• [EXERCISE PROMPT]: Match the string "controls" against each line below, and copy every line that matches.

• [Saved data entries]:
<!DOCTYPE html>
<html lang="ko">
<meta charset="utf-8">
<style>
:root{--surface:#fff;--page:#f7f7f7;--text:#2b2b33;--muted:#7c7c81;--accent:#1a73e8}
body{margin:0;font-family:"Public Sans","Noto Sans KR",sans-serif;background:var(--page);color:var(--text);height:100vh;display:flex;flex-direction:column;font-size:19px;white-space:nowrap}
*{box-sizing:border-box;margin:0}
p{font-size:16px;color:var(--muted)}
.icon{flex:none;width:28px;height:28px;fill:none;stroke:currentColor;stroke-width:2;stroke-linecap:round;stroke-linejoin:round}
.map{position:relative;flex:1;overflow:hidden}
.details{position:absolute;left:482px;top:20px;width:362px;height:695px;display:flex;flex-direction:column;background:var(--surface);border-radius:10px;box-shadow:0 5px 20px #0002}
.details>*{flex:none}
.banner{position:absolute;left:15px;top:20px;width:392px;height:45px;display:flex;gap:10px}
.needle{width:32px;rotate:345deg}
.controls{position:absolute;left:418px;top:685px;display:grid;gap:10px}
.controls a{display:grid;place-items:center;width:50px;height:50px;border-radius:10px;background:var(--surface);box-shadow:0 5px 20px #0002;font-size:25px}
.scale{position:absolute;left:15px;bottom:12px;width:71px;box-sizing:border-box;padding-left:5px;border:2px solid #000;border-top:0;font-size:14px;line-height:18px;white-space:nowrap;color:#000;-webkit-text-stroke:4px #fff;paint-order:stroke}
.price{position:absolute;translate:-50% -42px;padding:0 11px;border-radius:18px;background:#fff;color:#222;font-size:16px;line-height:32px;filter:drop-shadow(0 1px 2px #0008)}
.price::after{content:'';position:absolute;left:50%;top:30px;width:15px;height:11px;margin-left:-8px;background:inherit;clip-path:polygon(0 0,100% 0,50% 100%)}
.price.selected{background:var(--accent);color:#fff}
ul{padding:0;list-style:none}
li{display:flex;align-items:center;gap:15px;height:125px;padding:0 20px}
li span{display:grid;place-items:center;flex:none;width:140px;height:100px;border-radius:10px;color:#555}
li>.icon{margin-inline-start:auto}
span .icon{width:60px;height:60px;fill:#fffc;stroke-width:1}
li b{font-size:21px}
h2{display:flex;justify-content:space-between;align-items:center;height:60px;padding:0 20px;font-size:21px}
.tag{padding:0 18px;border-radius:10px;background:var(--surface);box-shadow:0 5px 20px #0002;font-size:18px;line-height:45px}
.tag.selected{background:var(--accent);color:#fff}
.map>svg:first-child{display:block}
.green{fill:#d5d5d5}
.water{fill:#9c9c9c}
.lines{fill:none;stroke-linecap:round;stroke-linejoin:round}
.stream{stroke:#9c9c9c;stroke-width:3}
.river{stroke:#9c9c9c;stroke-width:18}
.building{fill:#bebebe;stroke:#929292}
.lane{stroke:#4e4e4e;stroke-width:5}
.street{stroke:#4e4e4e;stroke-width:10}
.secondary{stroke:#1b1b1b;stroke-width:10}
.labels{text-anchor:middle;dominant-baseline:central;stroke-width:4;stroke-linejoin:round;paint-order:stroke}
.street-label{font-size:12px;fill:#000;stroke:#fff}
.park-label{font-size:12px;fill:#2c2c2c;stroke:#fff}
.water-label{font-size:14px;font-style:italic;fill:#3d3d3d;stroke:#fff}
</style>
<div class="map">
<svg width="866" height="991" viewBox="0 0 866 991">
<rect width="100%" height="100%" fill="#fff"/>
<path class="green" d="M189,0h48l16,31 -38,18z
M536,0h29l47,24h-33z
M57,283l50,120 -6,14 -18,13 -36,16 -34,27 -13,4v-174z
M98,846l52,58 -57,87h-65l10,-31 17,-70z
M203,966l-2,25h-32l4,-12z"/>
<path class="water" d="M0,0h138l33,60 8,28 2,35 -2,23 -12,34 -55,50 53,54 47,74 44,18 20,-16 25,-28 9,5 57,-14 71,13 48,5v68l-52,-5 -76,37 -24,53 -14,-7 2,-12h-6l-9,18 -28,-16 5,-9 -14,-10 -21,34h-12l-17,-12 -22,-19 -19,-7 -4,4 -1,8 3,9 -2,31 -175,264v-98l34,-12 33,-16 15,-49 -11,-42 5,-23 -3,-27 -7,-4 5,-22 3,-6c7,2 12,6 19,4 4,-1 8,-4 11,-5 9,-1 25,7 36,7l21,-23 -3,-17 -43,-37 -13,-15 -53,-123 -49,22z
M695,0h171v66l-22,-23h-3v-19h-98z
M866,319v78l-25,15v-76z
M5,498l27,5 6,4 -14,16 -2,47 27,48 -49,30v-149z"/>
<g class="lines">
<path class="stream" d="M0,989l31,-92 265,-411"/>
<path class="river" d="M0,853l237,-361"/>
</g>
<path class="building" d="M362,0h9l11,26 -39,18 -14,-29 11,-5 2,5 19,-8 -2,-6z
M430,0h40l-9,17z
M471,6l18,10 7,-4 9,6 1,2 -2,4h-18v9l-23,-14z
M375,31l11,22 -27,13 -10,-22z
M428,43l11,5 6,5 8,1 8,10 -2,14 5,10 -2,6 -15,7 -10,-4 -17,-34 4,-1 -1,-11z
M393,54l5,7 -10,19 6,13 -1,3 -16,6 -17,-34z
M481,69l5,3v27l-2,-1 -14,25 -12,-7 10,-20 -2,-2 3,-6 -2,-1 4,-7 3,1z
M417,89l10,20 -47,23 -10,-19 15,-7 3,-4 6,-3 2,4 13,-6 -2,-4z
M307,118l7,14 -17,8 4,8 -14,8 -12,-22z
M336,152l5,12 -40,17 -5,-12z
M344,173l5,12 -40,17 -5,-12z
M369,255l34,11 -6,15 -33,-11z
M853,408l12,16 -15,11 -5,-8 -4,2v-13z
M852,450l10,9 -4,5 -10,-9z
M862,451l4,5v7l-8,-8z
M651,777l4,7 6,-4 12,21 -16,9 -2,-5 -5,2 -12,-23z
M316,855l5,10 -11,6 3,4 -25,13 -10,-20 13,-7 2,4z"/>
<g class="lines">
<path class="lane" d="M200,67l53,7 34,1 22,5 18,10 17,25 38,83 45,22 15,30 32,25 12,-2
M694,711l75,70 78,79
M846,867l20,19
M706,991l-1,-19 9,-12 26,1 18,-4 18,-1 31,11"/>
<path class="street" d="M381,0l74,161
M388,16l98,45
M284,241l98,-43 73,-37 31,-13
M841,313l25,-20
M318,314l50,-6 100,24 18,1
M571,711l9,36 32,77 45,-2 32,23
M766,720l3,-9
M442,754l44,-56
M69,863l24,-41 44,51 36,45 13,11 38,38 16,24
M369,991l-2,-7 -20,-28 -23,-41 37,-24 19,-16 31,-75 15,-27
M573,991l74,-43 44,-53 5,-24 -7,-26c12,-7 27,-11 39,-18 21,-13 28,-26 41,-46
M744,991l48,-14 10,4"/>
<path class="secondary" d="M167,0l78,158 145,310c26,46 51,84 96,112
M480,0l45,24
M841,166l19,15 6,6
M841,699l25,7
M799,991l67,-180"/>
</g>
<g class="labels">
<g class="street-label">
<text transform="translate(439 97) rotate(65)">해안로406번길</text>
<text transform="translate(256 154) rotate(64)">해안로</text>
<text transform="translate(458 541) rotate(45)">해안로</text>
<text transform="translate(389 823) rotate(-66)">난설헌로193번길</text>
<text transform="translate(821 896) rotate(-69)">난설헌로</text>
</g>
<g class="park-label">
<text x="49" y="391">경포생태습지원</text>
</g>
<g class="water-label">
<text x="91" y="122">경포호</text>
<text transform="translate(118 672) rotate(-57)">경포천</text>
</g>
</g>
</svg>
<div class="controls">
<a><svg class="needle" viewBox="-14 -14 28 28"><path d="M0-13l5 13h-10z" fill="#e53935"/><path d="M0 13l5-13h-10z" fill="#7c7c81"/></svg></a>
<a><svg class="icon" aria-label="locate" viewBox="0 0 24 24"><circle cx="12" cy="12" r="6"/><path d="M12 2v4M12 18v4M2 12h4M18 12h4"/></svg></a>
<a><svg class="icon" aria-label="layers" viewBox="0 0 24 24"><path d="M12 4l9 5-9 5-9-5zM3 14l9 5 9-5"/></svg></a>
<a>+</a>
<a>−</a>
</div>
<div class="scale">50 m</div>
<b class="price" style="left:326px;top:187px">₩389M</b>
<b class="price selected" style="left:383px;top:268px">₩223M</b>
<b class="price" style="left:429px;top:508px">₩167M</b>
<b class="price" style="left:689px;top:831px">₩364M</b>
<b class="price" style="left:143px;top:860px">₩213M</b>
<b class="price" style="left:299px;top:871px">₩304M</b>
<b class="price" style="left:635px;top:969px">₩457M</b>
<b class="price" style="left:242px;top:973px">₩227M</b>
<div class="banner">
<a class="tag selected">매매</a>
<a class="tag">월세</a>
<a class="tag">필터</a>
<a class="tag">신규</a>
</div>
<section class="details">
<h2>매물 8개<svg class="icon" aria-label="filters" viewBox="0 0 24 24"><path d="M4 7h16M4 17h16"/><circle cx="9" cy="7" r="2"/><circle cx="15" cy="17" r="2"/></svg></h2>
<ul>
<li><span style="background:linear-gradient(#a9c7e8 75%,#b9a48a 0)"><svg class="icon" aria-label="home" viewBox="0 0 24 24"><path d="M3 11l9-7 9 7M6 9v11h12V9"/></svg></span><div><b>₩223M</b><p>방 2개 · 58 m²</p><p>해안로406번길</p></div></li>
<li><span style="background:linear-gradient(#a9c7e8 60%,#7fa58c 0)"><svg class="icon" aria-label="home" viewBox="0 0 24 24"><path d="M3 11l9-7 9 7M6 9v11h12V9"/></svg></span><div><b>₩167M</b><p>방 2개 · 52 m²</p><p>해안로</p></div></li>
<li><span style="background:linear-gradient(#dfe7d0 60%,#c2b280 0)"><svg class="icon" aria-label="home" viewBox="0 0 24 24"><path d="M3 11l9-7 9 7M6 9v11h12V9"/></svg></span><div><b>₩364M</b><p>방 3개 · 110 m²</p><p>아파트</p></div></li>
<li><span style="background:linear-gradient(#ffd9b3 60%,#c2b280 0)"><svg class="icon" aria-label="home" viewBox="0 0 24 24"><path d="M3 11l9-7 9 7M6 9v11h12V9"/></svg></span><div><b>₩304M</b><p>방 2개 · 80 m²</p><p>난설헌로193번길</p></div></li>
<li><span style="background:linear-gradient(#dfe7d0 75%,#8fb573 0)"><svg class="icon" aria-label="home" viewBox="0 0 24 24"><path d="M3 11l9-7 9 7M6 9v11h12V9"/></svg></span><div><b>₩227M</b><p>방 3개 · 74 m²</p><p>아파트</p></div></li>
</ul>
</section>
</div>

• [EXERCISE OUTPUT]:
.controls{position:absolute;left:418px;top:685px;display:grid;gap:10px}
.controls a{display:grid;place-items:center;width:50px;height:50px;border-radius:10px;background:var(--surface);box-shadow:0 5px 20px #0002;font-size:25px}
<div class="controls">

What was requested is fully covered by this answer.